*** Opening of TASK INPUT ***

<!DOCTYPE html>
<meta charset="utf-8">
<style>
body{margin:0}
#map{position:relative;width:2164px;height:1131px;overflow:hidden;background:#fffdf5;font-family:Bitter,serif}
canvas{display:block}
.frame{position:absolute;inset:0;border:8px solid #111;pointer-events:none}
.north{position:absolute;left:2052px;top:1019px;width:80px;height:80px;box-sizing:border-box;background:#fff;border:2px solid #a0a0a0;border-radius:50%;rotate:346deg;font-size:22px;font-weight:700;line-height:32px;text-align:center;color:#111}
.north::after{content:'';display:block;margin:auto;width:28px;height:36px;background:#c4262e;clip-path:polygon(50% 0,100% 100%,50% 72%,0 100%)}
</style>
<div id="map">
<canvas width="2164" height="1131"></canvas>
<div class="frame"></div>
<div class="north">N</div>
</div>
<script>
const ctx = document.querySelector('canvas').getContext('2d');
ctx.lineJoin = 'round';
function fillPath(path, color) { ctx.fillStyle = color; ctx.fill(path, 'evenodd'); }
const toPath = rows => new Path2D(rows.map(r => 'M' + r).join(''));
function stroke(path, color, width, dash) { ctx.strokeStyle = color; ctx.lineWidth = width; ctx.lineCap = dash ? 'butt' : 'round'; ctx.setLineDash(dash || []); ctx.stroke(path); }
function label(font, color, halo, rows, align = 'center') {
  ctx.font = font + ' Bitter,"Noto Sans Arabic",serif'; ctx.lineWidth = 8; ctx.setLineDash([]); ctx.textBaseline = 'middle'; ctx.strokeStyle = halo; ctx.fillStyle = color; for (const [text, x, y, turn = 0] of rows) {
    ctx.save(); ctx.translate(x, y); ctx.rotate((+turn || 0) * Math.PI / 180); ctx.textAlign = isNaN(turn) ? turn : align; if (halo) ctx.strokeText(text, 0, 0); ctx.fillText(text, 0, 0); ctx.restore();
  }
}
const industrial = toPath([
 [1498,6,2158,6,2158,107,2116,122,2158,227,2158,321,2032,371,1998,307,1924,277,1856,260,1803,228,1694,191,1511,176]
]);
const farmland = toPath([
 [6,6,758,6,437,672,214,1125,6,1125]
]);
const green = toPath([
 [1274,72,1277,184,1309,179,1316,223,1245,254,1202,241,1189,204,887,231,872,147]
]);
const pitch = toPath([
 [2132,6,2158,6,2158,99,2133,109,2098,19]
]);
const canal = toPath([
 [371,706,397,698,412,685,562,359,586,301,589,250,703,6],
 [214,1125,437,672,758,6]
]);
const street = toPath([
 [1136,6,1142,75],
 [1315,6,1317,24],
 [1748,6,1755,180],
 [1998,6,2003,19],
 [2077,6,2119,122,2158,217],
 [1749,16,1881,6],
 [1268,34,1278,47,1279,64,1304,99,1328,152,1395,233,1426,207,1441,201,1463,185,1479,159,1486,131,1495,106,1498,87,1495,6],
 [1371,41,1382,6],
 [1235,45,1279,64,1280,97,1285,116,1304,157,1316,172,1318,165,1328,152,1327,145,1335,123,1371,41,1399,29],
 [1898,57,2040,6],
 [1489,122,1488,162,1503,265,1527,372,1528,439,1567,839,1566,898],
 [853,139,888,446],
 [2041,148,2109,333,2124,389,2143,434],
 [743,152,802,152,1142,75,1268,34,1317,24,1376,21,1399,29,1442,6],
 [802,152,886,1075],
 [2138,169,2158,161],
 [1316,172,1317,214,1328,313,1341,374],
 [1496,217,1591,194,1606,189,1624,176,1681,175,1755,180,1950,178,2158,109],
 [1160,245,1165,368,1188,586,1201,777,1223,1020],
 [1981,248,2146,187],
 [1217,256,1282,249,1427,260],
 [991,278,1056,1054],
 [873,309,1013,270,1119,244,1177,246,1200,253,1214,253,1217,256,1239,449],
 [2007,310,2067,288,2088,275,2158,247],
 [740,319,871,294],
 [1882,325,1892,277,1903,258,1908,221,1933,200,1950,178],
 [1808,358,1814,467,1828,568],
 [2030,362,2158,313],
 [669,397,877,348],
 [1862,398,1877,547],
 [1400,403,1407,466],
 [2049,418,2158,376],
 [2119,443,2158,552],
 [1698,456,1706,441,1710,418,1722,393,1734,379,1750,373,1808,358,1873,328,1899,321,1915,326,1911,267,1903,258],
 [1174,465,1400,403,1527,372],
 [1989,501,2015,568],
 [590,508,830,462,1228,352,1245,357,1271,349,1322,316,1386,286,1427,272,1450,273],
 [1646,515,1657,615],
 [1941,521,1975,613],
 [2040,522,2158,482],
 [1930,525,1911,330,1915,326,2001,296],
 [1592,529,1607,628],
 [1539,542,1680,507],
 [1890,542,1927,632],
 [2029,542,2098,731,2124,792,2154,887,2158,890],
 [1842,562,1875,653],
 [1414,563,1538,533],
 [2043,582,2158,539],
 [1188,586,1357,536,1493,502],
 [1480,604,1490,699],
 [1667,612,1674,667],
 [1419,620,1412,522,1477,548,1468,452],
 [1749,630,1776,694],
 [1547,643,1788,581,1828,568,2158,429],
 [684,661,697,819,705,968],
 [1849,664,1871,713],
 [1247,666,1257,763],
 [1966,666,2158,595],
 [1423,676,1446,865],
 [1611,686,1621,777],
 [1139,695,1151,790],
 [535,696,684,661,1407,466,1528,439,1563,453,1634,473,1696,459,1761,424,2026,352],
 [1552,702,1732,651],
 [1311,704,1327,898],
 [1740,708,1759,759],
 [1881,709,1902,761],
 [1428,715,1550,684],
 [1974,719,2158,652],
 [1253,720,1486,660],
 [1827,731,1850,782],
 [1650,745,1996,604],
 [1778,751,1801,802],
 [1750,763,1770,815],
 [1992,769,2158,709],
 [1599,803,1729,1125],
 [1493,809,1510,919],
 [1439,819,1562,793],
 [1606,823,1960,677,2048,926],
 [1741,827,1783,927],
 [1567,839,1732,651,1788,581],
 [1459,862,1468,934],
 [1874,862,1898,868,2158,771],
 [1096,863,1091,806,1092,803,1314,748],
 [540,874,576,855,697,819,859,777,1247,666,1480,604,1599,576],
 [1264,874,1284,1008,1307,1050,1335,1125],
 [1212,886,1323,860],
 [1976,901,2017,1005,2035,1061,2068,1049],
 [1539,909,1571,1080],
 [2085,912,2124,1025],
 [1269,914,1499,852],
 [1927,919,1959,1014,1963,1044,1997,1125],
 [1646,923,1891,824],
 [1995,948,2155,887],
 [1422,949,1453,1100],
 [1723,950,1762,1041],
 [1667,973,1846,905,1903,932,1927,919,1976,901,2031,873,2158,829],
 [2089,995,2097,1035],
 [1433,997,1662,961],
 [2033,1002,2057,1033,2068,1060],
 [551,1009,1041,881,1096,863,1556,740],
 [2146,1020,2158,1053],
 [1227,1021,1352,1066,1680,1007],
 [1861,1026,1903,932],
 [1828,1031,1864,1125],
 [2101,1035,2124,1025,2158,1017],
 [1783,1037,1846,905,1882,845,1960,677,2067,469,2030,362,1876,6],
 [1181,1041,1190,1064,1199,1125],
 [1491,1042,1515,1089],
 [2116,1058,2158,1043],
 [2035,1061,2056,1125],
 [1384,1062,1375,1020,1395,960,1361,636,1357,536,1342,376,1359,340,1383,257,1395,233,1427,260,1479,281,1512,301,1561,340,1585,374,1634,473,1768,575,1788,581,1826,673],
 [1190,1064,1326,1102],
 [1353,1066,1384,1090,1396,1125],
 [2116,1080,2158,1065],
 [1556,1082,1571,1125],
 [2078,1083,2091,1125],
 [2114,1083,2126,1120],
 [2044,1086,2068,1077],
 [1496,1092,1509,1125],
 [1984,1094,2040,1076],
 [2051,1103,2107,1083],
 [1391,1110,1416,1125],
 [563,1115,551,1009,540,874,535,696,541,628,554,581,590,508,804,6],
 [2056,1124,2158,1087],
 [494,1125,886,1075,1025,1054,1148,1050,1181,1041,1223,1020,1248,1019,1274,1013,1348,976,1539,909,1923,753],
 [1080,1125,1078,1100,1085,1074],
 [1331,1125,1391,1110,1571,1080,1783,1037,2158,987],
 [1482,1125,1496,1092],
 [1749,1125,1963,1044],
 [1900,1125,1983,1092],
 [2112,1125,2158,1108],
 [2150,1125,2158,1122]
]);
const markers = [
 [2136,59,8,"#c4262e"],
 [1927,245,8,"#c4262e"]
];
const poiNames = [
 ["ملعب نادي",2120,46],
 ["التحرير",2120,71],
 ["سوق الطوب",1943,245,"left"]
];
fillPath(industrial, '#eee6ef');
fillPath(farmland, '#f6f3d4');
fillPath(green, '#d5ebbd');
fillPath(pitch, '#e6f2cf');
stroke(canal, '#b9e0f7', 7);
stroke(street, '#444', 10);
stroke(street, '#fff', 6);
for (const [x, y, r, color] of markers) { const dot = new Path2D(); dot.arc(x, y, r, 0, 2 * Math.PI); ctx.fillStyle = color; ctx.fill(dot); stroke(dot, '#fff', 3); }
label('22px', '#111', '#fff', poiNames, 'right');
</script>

*** Close of TASK INPUT ***

## WHAT IS NEEDED
Return only the number of lines in the data that hold the string "canvas".

## WRITTEN RESPONSE
3